Forth. Forth is a stack-oriented threaded interpreted language that is still in use today. Here, "threaded" has nothing to do with multithreading, but indicates how the interpretor stores the intermediate form of the program. A Forth program consists of a free form stream of words and numbers. New Forth words can be trivially defined. There is no compiler. Words are parsed and either executed directly or converted into some intermediate form (typically an address) into a dictionary as you type them in. Here is the definition of a simple Forth program that squares its input.

: SQUARE DUP * ;

This is a new word called SQUARE. It duplicates the value on the top of the stack so that there are two copies on the stack, then it multiplies those two values together while popping them off the stack, and pushes the result on the stack. The following Forth code squares the value of 12 and prints it out.

12 SQUARE ." SQUARE=" .

A useful Forth interpreter can be implemented in just a few kilobytes, and as such it remains popular in embedded circles. There is an IEEE standard for portable boot firmware that is Forth-based, and to this day you can walk up to many Solaris-based Sun workstations, hit a control sequence on the keyboard, and break into a Forth prompt from an interpreter in the boot ROM. I've embedded a Forth interpreter as a shell inside a C++ application, and have also used Forth's threaded interpretive approach in C and C++ code as a kind of self-modifying code model.

SAS. SAS is another closed, proprietary language that I've been fortunate enough to have access to several times in my career. It's a statistical analysis system, not a language really, but more like a large collection of feature-rich statistical programs with a consistent, high level interface.

I love SAS. Because simulation keeps rearing its ugly head in my work, I keep needing a way to crunch a lot of numbers and produce beautiful charts to summarize it. Spreadsheets don't cut it when you're dealing with gigabytes of data. For SAS, that's all in a days work.

SAS taught me the value of a consistent UI among a toolchain, and how that UI could look like a higher level language. It also taught me how to manage large datasets, something else it necessarily does well.

FP. FP is a pure functional programming language, pure in the sense that it has no concept of variables. It was first described by IBM fellow John Backus, the inventor of the FORTRAN programming language and Backus-Naur syntax, in his Turing Award lecture. It combines some of the ideas behind Kenneth Iverson's APL (another interesting language) with a functional programming style in an effort to liberate software design from the constraints of the traditional von Neumann computer architecture. I never actually used a working FP compiler, but the language turned out to be the partial inspiration of much research during my graduate student years.

Functional programming has informed my software design for the past thirty years, breaking me free early on from the traditional thinking of "compute a value, store the result" and the need to store partial results in variables. The functional programming paradigm maps to Java particularly well, since exceptions can be used to handle errors when using a functional design model.
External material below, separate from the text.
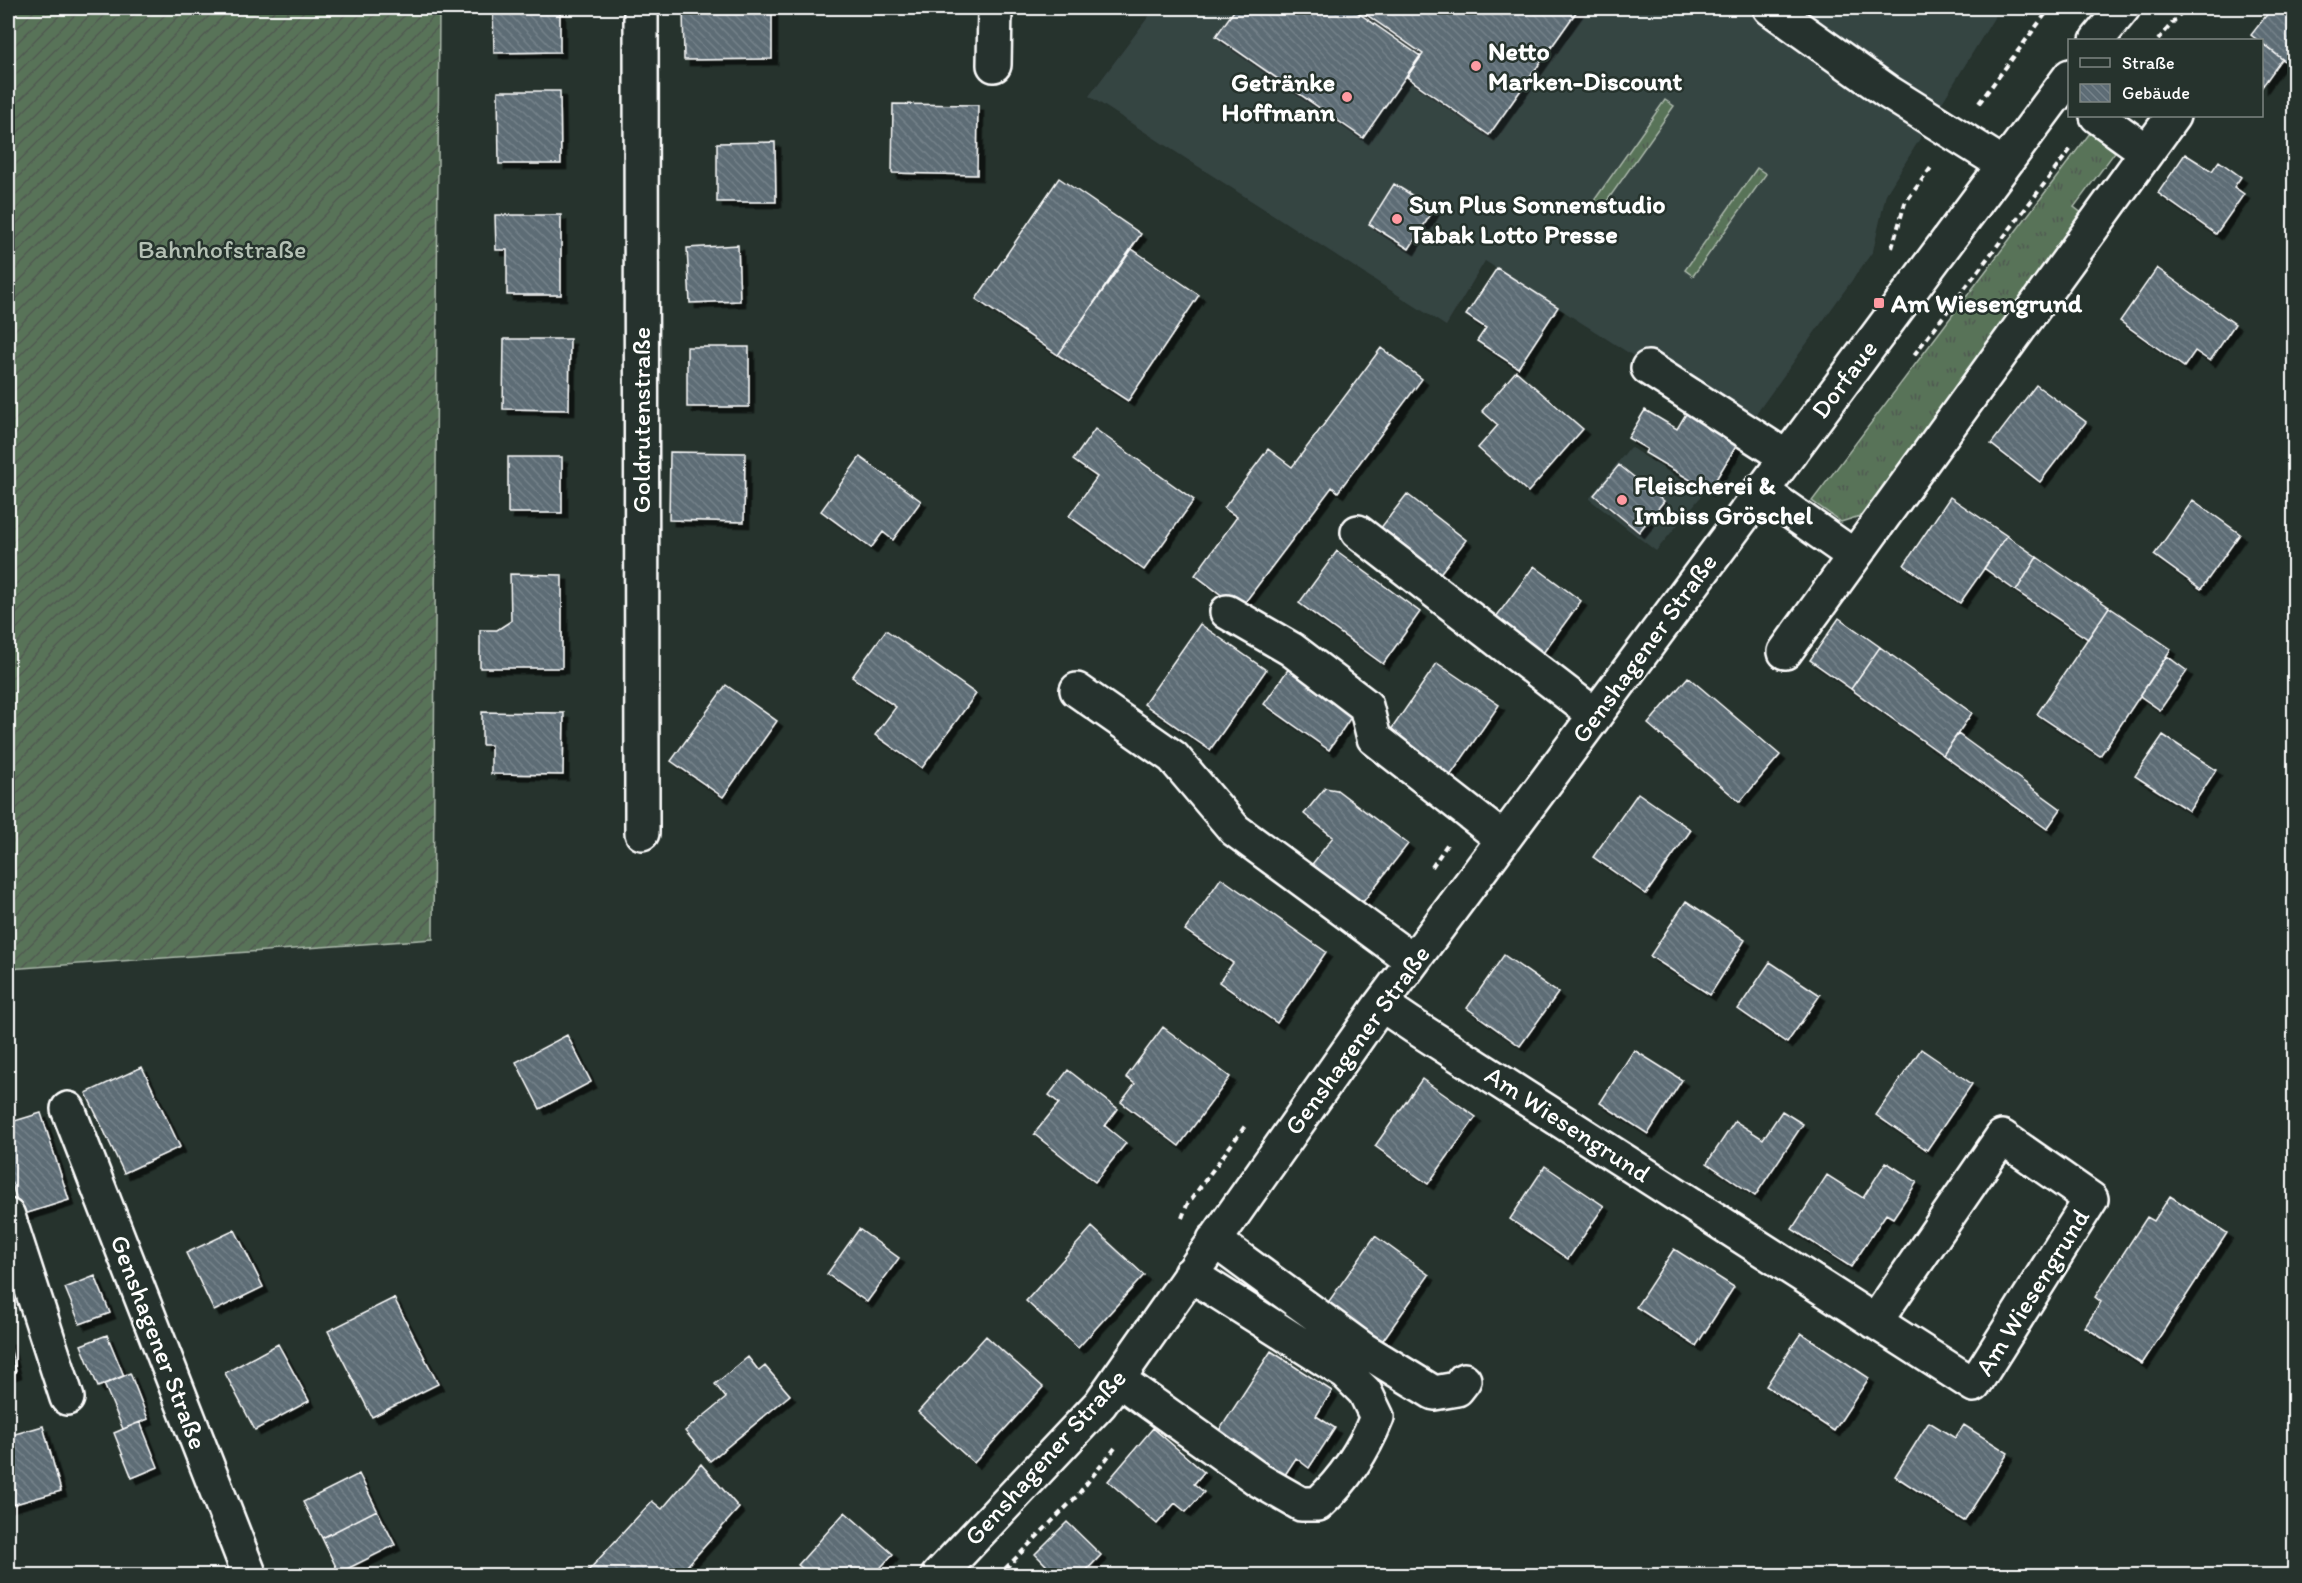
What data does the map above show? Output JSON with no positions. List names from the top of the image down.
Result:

BAFL. BAFL was another functional language based partly on FP. It existed only in the research group from which my thesis project emerged. What made BAFL really different from other languages, besides being functional instead of procedural, is that it had lazy evaluation. It never did a computation until it was convinced you were actually going to use the result. Lazy evaluation is the interpretive equivalent of the common compiler optimization of not generating code for parts of the program which have no effect.

I remember once we wrote this huge BAFL program to compute some mathematical function or other, turned it loose, and... nothing. We made a couple of corrections, tried it again, and... still nothing. We were looking for the bug when we realized we never told it to do anything with the result, so it never computed it. We added a print statement, and then the interpreter finally executed the huge evaluation tree that it had built.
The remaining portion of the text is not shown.